Das kann dann auftreten, wenn eine häufig gezeigte Tätigkeit, die intrinsisch motiviert ist durch Interesse an der Aufgabe , extern verstärkt wird durch Anerkennung, Bezahlung etc. Ein anderer Fall tritt ein, wenn eine Ursache hemmend und die andere förderlich ist Aufwertungsprinzip. Wenn jemand z. Vielfach sind Ereignisse komplexer verursacht, als diese Beispiele veranschaulichen.
Ein wichtiger Spezialfall, der im juristischen Bereich häufig auftritt, ist die Verkettung von unglücklichen Umständen. Ist z. Die Trennung der Eltern kann sich als traumatisches Ereignis ausgewirkt haben, das zu einer Persönlichkeitsstörung geführt hat, die wiederum den Ladendiebstahl zur Folge hatte. Solche kausale Ketten demonstrieren in aller Deutlichkeit die Subjektivität der Kausalattribution, die z.
Handlungen werfen die Frage auf, ob der Akteur die Handlung intendiert hat. Über Intentionen werden Dispositionen des Akteurs mit seinen Handlungen verbunden. Von beabsichtigten Effekten lassen sich unbeabsichtigte Nebenwirkungen unterscheiden. Die Antwort hängt mit einer Betrachtung alternativer Handlungsmöglichkeiten zusammen, die der Akteur ausgelassen hat.
Damit sind Attributionskonflikte vorprogrammiert, z. Literatur Heider, F. Psychologie der interpersonellen Beziehungen. Stuttgart: Klett. Jones, E. From acts to dispositions: The attribution process in person perception. Berkowitz Ed. New York: Academic Press. Kelley, H. Attribution theory in social psychology. Levine Ed. Lincoln, NE: University of Nebraska Press. Peterson, C. Explanatory style: History and evolution of the field.

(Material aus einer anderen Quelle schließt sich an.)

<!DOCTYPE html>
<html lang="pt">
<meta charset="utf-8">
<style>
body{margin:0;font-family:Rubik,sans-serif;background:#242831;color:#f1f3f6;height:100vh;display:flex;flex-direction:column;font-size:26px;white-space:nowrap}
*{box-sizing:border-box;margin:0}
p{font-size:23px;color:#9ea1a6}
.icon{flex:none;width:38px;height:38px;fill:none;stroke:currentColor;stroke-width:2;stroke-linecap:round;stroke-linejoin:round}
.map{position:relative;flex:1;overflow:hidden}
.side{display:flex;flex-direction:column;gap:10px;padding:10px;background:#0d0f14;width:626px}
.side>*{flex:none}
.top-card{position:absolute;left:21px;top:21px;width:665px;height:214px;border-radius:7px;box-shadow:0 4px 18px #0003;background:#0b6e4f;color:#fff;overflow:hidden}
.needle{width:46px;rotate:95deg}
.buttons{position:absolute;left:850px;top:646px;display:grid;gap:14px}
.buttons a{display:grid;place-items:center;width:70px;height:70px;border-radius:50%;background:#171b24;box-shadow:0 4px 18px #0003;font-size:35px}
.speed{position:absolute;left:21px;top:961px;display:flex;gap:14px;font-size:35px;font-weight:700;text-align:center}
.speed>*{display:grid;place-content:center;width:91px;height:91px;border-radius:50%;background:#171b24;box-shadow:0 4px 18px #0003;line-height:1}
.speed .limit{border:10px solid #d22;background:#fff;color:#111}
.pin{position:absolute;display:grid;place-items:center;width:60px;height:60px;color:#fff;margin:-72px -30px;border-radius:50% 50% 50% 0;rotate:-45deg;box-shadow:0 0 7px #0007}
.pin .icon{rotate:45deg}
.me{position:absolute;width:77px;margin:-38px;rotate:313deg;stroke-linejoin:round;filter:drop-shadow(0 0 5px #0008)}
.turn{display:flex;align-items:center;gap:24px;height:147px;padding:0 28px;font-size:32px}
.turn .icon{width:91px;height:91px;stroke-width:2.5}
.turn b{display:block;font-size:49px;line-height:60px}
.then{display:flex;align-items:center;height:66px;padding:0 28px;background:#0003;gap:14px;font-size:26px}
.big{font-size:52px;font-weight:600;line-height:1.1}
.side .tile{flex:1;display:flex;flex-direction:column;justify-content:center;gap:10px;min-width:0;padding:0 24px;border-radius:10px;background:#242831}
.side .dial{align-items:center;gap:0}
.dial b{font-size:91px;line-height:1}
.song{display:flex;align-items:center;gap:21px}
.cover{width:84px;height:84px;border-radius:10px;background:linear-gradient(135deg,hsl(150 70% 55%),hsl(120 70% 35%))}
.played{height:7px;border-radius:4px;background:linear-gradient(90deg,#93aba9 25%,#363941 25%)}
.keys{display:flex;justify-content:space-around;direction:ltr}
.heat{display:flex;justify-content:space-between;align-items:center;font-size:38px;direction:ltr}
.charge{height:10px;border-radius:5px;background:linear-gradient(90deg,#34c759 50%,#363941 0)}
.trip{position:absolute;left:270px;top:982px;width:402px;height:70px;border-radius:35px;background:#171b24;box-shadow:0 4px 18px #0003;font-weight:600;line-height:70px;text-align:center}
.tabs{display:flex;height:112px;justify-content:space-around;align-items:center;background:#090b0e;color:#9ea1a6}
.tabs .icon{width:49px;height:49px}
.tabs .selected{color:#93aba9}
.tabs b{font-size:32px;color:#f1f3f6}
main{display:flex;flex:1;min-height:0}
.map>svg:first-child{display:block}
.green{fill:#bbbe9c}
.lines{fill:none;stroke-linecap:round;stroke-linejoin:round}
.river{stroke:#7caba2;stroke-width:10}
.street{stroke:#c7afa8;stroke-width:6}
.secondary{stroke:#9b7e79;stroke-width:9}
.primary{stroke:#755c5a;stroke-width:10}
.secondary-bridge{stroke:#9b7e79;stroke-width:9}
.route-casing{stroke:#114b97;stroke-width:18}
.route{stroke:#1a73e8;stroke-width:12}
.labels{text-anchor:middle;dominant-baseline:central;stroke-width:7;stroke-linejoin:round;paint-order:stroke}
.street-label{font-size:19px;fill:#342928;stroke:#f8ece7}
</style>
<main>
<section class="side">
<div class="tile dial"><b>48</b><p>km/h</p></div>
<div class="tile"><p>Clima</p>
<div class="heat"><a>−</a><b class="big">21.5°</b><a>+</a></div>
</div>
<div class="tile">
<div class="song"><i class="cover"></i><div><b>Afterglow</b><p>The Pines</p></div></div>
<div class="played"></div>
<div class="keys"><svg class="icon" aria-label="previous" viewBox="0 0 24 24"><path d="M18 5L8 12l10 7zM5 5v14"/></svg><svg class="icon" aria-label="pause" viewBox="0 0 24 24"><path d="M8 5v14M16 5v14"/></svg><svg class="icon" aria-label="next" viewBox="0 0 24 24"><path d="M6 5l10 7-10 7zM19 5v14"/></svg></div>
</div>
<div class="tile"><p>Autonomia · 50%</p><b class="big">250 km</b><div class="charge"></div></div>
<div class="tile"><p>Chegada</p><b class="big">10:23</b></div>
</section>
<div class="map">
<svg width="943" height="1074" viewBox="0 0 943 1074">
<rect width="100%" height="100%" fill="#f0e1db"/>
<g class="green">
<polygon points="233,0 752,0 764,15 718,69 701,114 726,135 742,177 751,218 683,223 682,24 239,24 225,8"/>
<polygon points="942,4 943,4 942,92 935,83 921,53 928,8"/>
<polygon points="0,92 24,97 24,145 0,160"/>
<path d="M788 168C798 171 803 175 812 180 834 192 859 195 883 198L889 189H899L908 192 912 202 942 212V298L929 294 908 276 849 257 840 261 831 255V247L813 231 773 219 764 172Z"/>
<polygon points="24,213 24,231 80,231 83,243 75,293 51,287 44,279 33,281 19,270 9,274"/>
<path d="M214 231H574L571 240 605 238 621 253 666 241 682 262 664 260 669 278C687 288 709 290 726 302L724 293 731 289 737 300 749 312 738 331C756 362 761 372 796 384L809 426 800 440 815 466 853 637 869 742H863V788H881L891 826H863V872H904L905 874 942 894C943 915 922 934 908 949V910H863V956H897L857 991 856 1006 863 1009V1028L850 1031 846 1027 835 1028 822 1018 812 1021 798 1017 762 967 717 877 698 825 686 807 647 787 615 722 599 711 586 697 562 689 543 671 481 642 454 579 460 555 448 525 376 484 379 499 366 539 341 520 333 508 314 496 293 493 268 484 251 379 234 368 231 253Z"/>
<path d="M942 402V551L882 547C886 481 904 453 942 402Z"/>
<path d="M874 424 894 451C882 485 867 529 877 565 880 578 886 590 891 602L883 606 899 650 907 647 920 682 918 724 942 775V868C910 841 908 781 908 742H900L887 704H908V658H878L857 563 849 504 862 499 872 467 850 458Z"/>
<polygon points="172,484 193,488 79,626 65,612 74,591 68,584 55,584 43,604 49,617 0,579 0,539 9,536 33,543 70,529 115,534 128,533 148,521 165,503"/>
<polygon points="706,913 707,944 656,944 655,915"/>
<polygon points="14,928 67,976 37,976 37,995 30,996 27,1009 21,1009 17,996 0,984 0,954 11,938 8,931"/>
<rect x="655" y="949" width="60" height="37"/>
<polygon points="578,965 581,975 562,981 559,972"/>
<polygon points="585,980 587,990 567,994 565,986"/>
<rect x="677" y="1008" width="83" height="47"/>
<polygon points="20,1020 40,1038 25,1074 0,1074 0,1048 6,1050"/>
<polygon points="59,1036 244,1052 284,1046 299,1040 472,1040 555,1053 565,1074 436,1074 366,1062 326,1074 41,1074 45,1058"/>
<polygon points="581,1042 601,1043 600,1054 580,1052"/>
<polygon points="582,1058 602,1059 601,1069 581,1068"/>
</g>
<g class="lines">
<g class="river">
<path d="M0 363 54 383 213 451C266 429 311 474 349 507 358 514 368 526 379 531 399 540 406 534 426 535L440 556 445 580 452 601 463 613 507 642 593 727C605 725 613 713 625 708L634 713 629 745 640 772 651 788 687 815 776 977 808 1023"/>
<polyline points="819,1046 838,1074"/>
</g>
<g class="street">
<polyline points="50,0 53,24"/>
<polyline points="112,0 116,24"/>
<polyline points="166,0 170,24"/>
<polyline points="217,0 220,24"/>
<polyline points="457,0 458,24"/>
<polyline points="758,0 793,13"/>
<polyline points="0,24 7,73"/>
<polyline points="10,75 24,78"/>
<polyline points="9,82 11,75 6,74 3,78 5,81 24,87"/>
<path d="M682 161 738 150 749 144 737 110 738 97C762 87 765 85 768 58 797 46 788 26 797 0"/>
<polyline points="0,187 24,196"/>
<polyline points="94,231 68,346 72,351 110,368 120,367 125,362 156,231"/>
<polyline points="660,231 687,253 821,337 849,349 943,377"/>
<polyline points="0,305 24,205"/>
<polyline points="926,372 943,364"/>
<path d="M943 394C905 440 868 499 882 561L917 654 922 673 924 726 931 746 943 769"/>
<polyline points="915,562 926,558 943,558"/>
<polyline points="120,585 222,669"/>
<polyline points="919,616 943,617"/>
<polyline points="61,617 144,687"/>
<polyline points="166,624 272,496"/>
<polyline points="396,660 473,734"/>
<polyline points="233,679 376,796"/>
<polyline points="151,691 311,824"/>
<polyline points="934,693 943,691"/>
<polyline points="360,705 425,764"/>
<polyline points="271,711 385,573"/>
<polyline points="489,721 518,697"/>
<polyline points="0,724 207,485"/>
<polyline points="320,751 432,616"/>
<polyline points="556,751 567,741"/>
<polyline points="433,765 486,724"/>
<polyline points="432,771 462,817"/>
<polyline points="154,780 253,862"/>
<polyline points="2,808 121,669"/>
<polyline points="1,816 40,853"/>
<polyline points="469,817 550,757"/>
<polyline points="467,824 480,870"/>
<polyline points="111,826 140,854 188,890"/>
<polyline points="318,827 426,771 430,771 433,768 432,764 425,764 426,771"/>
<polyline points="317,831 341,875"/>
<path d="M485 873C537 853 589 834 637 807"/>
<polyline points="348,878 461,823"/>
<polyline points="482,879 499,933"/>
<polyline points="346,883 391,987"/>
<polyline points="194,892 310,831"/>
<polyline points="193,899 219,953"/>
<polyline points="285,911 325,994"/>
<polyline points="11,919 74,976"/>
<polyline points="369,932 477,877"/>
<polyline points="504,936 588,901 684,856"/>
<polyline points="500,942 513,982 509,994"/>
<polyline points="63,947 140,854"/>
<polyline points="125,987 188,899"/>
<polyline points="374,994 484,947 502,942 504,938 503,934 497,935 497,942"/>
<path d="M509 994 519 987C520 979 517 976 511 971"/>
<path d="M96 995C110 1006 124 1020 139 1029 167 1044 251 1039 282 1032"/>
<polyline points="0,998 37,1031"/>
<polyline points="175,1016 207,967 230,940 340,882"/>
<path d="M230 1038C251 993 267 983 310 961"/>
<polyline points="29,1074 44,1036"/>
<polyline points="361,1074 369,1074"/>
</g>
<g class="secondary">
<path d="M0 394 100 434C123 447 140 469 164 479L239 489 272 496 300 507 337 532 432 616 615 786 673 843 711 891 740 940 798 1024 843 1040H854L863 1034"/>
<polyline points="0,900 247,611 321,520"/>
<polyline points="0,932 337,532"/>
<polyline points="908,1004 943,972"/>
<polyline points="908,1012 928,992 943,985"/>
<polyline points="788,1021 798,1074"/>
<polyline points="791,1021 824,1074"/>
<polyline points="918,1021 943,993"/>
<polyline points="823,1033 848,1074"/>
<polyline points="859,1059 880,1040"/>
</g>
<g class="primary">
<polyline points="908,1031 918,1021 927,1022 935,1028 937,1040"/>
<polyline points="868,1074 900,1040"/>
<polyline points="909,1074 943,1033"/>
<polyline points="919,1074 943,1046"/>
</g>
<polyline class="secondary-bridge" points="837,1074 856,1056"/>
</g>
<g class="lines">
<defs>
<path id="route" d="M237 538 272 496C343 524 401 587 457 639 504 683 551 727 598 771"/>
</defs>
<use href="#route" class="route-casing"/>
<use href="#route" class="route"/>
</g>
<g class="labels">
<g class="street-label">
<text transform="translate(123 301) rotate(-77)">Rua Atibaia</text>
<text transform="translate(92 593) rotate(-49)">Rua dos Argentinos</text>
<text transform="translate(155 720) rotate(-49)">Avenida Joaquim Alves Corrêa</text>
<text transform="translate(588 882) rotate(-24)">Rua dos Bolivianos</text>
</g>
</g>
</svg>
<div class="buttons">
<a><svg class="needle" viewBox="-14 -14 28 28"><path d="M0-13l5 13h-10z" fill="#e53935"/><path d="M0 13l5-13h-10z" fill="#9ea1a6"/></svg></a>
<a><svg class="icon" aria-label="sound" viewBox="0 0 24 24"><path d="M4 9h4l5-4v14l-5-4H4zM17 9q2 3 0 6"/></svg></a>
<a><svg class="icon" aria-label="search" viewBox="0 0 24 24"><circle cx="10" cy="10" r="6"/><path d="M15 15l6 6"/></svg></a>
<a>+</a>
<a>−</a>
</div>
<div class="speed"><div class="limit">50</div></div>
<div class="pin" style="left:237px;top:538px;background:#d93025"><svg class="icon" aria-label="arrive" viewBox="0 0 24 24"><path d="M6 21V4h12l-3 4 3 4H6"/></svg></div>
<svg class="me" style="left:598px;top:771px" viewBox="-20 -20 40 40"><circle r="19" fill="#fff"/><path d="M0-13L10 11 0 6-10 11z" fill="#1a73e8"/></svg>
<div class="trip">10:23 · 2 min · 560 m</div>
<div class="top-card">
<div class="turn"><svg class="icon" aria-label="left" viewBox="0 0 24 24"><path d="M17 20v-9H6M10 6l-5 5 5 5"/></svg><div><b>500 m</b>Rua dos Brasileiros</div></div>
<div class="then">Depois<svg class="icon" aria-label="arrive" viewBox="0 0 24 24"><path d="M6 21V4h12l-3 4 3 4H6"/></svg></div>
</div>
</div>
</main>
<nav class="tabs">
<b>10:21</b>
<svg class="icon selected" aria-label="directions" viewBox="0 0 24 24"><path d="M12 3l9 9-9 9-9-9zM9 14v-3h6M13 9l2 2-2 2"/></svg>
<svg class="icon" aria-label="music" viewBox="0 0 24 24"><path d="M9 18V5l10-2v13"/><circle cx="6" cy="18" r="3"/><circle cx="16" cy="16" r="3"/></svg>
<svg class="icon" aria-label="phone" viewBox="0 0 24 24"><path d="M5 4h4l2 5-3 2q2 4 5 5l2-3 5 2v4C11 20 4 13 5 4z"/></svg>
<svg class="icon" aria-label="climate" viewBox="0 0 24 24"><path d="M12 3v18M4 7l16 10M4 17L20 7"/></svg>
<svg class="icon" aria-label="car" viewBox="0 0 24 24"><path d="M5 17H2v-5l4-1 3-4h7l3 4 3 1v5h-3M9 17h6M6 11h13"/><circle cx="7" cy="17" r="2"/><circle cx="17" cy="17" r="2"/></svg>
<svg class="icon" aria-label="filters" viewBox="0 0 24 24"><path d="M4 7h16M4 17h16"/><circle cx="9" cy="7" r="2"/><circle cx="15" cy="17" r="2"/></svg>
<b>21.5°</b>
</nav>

Seligman Eds. Hillsdale, NJ: Lawrence Erlbaum.
Psychologie im Bachelor studieren
Weiner, B. An attributional theory of motivation and emotion. New York: Springer. Wenn Sie inhaltliche Anmerkungen zu diesem Artikel haben, können Sie die Redaktion per E-Mail informieren. Wir lesen Ihre Zuschrift, bitten jedoch um Verständnis, dass wir nicht jede beantworten können.